**Brief:**
Take the records below from their first line to the line with "Serialize what can be read in the image", and restate those lines word for word.

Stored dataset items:
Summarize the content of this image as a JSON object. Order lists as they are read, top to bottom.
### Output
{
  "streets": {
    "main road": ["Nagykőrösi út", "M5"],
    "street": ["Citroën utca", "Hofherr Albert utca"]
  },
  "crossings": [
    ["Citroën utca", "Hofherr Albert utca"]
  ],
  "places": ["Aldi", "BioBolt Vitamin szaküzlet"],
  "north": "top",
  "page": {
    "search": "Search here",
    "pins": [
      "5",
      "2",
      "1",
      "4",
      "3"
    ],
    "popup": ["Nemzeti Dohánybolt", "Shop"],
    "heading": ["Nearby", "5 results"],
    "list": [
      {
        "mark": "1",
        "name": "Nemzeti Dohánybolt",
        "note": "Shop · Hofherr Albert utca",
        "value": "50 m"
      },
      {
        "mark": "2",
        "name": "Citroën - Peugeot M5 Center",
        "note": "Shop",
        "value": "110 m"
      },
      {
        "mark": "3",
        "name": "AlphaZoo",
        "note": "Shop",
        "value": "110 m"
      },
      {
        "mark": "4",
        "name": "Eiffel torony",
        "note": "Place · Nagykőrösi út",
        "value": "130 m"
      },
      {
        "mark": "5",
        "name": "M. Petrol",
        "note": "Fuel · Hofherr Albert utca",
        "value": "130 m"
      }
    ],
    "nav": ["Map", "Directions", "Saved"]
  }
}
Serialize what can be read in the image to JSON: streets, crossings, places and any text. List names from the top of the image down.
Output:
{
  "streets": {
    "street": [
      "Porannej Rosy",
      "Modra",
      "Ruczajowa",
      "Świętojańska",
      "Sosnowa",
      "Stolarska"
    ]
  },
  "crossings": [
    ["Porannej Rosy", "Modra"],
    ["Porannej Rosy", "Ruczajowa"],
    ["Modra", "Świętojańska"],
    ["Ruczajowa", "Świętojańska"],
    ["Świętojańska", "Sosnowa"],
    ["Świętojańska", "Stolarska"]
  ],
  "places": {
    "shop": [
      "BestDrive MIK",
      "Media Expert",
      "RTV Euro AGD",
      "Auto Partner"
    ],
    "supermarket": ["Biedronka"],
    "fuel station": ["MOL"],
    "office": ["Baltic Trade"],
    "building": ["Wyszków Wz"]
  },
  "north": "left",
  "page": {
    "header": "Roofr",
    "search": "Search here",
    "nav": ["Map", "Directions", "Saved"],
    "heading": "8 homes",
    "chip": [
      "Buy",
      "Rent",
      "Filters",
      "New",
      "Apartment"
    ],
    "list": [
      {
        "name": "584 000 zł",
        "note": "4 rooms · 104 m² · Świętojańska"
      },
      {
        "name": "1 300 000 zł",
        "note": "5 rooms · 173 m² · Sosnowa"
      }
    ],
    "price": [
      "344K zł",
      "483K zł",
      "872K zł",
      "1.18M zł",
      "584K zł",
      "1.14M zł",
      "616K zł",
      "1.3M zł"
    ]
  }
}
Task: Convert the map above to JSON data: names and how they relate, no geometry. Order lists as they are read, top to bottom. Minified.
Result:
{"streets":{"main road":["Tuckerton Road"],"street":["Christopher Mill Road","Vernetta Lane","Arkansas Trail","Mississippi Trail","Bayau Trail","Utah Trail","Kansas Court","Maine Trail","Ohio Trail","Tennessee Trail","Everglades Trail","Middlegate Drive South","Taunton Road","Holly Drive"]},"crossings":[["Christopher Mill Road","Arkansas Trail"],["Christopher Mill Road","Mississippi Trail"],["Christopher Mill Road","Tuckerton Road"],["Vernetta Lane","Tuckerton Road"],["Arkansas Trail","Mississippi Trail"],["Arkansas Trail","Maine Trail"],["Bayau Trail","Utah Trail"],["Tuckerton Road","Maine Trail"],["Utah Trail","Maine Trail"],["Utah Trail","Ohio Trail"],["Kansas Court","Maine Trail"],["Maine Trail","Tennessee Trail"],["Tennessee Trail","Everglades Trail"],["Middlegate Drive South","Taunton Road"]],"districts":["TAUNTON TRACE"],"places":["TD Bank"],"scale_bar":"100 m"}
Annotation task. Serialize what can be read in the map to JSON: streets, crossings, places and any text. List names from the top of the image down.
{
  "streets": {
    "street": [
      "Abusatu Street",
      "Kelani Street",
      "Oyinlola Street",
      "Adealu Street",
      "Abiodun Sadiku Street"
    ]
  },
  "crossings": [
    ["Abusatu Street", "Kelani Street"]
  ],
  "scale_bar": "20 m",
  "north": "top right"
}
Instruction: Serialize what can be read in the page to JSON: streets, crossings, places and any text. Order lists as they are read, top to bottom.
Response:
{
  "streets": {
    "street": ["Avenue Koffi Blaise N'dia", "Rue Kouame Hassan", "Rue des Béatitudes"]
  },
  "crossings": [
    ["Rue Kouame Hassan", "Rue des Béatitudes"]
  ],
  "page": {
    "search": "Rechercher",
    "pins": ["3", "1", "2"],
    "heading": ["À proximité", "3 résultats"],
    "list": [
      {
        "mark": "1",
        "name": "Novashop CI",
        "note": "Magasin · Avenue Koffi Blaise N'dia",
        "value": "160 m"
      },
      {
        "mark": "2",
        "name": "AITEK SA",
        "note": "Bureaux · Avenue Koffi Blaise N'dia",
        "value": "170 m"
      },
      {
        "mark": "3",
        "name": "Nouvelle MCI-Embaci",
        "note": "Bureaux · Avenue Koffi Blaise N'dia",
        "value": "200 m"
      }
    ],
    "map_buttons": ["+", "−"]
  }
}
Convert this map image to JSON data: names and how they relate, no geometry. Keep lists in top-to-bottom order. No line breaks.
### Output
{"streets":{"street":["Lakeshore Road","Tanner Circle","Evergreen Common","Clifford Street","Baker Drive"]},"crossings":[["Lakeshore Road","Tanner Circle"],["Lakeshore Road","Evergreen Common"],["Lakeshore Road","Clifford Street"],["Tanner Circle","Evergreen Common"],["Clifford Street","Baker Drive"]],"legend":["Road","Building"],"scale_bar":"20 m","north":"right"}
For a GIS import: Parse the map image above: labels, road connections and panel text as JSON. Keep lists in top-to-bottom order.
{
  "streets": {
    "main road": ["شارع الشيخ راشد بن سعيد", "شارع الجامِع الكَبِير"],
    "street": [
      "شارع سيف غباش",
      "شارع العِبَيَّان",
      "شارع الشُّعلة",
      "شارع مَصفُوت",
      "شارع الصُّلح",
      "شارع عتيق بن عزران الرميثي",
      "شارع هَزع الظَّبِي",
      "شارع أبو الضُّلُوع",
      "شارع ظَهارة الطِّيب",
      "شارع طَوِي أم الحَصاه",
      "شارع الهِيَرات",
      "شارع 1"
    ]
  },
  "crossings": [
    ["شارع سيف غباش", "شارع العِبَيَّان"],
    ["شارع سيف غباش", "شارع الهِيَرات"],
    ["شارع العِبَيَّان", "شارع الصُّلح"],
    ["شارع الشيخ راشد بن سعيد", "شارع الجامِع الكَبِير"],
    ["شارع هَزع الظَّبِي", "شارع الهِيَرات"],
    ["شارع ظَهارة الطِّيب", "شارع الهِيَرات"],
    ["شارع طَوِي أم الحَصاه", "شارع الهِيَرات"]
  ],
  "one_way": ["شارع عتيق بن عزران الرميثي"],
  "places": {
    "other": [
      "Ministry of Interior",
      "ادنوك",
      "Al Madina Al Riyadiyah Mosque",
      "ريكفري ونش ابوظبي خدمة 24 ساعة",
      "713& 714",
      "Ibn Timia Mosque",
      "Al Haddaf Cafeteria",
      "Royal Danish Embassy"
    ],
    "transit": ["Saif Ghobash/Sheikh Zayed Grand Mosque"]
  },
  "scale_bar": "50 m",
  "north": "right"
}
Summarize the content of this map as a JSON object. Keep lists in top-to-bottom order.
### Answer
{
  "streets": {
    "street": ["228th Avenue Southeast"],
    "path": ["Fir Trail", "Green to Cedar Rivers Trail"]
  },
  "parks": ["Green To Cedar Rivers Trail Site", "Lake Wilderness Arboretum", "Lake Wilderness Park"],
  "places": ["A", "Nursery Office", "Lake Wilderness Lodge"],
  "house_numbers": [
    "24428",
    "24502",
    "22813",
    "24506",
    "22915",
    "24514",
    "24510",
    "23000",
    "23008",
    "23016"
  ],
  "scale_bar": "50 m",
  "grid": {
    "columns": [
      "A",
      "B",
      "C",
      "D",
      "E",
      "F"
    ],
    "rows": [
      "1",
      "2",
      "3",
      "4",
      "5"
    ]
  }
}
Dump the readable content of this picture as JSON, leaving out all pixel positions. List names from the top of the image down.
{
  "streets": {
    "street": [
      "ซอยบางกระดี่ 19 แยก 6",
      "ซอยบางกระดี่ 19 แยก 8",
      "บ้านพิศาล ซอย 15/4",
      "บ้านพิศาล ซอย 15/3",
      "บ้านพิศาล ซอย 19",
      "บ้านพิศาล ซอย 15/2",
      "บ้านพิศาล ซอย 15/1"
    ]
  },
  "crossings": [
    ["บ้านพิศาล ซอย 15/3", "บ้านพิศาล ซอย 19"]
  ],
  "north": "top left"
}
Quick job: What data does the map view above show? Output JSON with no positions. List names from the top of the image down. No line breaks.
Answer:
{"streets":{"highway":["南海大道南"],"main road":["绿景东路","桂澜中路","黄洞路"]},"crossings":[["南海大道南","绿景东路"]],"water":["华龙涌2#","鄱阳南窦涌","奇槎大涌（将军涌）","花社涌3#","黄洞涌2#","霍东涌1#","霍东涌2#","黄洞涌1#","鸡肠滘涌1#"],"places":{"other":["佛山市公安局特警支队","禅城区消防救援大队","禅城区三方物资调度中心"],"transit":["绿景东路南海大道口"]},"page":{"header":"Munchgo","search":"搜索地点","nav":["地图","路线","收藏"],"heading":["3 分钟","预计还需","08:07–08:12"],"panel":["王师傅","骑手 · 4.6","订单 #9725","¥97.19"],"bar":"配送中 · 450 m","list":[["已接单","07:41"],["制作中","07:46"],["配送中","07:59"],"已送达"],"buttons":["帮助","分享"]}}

**Final answer:**
Summarize the content of this image as a JSON object. Order lists as they are read, top to bottom.
### Output
{
  "streets": {
    "main road": ["Nagykőrösi út", "M5"],
    "street": ["Citroën utca", "Hofherr Albert utca"]
  },
  "crossings": [
    ["Citroën utca", "Hofherr Albert utca"]
  ],
  "places": ["Aldi", "BioBolt Vitamin szaküzlet"],
  "north": "top",
  "page": {
    "search": "Search here",
    "pins": [
      "5",
      "2",
      "1",
      "4",
      "3"
    ],
    "popup": ["Nemzeti Dohánybolt", "Shop"],
    "heading": ["Nearby", "5 results"],
    "list": [
      {
        "mark": "1",
        "name": "Nemzeti Dohánybolt",
        "note": "Shop · Hofherr Albert utca",
        "value": "50 m"
      },
      {
        "mark": "2",
        "name": "Citroën - Peugeot M5 Center",
        "note": "Shop",
        "value": "110 m"
      },
      {
        "mark": "3",
        "name": "AlphaZoo",
        "note": "Shop",
        "value": "110 m"
      },
      {
        "mark": "4",
        "name": "Eiffel torony",
        "note": "Place · Nagykőrösi út",
        "value": "130 m"
      },
      {
        "mark": "5",
        "name": "M. Petrol",
        "note": "Fuel · Hofherr Albert utca",
        "value": "130 m"
      }
    ],
    "nav": ["Map", "Directions", "Saved"]
  }
}
Serialize what can be read in the image to JSON: streets, crossings, places and any text. List names from the top of the image down.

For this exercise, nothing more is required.